┌──
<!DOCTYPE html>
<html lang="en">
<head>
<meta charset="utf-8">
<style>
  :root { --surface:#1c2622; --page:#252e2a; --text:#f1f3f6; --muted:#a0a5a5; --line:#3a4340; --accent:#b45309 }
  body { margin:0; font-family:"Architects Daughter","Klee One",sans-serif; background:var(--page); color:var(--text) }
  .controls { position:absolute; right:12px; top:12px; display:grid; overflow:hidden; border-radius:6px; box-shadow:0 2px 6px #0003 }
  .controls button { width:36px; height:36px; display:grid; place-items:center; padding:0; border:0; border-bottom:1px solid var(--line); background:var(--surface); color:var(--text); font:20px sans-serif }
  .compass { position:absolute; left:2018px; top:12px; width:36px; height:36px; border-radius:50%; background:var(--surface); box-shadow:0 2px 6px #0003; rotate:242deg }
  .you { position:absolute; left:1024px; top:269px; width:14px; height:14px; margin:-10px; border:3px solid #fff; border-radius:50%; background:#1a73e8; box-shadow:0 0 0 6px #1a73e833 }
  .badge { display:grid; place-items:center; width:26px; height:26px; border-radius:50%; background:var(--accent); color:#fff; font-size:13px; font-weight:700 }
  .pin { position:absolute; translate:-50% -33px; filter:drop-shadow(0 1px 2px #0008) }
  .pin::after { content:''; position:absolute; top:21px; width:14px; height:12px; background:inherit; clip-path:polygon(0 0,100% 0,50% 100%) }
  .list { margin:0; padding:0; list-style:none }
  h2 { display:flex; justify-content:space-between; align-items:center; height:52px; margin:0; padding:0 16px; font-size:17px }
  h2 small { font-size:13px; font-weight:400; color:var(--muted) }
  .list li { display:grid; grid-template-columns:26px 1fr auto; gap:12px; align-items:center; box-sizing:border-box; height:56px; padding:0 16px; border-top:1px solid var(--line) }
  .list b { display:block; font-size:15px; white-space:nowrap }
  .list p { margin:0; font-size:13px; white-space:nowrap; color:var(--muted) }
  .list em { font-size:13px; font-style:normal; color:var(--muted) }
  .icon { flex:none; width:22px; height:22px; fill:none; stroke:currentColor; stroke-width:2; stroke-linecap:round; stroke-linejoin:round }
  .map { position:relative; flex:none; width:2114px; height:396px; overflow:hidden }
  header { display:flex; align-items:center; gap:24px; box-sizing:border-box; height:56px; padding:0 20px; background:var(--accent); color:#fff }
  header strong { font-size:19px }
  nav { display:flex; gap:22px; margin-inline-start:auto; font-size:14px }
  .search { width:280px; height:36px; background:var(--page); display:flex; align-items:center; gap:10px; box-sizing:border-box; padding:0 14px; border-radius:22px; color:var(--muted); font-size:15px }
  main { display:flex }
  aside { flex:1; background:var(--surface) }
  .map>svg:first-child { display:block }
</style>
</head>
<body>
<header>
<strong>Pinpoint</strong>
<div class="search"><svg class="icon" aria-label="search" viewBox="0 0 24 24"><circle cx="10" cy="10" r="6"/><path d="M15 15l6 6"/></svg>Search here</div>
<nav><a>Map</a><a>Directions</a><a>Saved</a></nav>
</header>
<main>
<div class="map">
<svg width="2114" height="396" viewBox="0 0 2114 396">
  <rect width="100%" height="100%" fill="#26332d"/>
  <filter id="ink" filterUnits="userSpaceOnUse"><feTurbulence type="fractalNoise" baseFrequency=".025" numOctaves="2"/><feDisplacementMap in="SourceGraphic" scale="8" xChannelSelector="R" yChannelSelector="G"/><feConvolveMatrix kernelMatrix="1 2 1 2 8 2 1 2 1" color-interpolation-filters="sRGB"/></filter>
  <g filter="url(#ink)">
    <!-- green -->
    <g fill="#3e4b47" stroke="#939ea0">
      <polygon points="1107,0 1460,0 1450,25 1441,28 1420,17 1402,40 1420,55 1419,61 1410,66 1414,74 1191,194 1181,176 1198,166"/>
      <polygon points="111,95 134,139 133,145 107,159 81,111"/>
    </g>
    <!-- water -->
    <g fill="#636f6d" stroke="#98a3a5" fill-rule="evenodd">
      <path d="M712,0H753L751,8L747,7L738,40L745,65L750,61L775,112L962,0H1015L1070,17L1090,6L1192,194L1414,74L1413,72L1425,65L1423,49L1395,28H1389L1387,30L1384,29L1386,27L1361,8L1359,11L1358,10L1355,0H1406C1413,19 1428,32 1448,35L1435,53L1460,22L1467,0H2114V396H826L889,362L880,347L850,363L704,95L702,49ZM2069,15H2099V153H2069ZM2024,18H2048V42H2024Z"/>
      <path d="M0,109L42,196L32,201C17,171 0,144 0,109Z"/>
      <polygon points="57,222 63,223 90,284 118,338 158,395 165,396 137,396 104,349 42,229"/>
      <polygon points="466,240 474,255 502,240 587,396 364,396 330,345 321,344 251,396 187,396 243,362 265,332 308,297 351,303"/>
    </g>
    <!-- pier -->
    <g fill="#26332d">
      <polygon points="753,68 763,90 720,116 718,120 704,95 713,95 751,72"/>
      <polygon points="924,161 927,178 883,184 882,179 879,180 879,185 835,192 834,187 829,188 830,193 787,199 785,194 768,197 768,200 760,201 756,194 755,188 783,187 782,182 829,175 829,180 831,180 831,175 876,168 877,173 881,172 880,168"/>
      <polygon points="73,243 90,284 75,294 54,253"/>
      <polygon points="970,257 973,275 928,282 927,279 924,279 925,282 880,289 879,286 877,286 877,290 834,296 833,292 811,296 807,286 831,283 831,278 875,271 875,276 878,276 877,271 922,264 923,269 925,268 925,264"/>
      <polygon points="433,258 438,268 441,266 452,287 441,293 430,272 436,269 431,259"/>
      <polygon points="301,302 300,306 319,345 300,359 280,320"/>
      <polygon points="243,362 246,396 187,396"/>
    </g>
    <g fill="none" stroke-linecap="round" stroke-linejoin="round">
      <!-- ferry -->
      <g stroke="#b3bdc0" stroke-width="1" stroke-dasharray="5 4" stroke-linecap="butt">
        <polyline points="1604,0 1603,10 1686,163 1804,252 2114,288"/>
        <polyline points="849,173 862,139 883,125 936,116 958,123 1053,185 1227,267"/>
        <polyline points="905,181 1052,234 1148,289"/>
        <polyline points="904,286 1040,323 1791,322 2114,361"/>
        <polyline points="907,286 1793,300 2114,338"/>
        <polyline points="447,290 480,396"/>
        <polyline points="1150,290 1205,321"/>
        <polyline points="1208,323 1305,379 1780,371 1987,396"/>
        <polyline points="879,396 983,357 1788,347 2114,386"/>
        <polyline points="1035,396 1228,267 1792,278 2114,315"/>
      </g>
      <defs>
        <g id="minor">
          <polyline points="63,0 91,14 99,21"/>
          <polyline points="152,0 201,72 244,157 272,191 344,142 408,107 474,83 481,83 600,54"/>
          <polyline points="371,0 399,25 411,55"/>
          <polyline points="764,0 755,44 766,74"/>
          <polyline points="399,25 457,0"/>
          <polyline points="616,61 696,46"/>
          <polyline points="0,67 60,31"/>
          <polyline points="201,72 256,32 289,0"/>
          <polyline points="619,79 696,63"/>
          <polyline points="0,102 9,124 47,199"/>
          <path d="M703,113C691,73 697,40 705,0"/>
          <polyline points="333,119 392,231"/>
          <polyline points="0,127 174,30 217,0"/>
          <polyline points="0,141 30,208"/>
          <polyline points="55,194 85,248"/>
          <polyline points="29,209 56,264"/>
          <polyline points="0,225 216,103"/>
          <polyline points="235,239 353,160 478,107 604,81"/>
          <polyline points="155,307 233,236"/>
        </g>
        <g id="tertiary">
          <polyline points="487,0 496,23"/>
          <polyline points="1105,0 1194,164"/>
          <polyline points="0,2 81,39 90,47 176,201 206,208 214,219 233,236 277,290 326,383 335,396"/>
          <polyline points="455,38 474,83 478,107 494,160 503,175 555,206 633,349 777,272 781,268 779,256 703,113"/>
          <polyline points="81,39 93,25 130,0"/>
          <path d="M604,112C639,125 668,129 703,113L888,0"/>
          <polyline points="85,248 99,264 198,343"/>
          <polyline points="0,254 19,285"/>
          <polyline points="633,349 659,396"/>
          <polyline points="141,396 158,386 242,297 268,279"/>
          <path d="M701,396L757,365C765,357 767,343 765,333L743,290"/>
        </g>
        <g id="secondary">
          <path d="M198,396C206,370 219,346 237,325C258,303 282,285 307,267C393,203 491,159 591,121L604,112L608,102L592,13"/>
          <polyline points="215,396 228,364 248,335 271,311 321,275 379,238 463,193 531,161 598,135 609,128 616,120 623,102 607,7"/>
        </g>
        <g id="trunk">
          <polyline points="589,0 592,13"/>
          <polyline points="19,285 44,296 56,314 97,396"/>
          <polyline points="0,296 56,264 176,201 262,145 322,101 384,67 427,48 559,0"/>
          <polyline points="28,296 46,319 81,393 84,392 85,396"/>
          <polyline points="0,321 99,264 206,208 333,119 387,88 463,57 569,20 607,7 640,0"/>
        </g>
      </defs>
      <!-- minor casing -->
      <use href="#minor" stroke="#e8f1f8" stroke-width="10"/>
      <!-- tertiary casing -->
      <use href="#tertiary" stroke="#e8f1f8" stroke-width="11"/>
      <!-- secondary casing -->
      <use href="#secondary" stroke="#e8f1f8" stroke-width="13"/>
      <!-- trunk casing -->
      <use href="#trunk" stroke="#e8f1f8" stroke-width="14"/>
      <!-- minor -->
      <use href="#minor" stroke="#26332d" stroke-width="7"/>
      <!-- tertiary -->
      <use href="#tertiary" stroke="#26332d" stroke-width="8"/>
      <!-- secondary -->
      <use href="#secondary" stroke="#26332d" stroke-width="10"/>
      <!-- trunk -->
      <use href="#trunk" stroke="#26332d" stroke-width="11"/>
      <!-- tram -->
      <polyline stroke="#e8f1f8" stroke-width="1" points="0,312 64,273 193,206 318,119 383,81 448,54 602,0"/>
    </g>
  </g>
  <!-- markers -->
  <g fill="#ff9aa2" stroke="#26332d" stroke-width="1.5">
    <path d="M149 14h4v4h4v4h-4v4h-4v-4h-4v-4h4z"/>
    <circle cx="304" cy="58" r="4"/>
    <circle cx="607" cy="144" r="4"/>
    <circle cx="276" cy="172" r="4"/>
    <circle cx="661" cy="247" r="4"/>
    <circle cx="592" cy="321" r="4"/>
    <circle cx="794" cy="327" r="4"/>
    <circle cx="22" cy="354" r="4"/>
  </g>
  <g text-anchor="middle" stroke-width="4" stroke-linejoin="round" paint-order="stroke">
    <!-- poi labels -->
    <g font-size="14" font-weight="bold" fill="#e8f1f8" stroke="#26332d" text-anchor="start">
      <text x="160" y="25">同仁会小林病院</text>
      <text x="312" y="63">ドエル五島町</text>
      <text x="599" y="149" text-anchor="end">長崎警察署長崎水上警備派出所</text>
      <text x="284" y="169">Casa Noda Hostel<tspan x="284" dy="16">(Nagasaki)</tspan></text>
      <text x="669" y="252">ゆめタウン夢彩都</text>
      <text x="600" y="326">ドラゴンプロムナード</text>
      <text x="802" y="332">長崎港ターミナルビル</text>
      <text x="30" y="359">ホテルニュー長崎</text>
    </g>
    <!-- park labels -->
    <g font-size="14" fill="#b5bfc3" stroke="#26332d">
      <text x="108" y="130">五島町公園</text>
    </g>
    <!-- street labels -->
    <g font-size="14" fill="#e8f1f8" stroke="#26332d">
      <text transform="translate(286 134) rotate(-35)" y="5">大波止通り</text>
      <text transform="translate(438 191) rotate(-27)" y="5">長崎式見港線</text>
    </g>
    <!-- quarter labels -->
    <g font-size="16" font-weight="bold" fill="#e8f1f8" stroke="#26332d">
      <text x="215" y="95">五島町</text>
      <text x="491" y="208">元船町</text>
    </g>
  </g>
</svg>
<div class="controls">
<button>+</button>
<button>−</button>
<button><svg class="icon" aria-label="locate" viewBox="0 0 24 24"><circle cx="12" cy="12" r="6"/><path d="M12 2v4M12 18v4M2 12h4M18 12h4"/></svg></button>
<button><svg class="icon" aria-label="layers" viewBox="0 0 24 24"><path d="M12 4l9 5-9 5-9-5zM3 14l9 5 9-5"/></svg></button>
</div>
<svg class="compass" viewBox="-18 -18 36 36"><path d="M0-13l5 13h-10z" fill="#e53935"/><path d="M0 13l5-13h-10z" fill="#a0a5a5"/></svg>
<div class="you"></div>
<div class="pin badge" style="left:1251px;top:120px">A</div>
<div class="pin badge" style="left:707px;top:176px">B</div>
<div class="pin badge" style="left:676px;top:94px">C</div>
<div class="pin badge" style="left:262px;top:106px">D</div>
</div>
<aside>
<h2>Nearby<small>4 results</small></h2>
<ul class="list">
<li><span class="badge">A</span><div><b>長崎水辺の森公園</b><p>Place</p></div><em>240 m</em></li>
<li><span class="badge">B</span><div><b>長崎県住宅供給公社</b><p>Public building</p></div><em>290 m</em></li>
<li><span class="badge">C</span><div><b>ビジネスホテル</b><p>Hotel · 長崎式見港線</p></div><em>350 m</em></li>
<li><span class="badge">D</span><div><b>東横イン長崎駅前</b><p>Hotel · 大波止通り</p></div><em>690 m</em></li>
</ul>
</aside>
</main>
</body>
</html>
└──
Task objective -
Where the material contains a line with "filter", return that line.

Output for this exercise -
  .pin { position:absolute; translate:-50% -33px; filter:drop-shadow(0 1px 2px #0008) }
  <filter id="ink" filterUnits="userSpaceOnUse"><feTurbulence type="fractalNoise" baseFrequency=".025" numOctaves="2"/><feDisplacementMap in="SourceGraphic" scale="8" xChannelSelector="R" yChannelSelector="G"/><feConvolveMatrix kernelMatrix="1 2 1 2 8 2 1 2 1" color-interpolation-filters="sRGB"/></filter>
  <g filter="url(#ink)">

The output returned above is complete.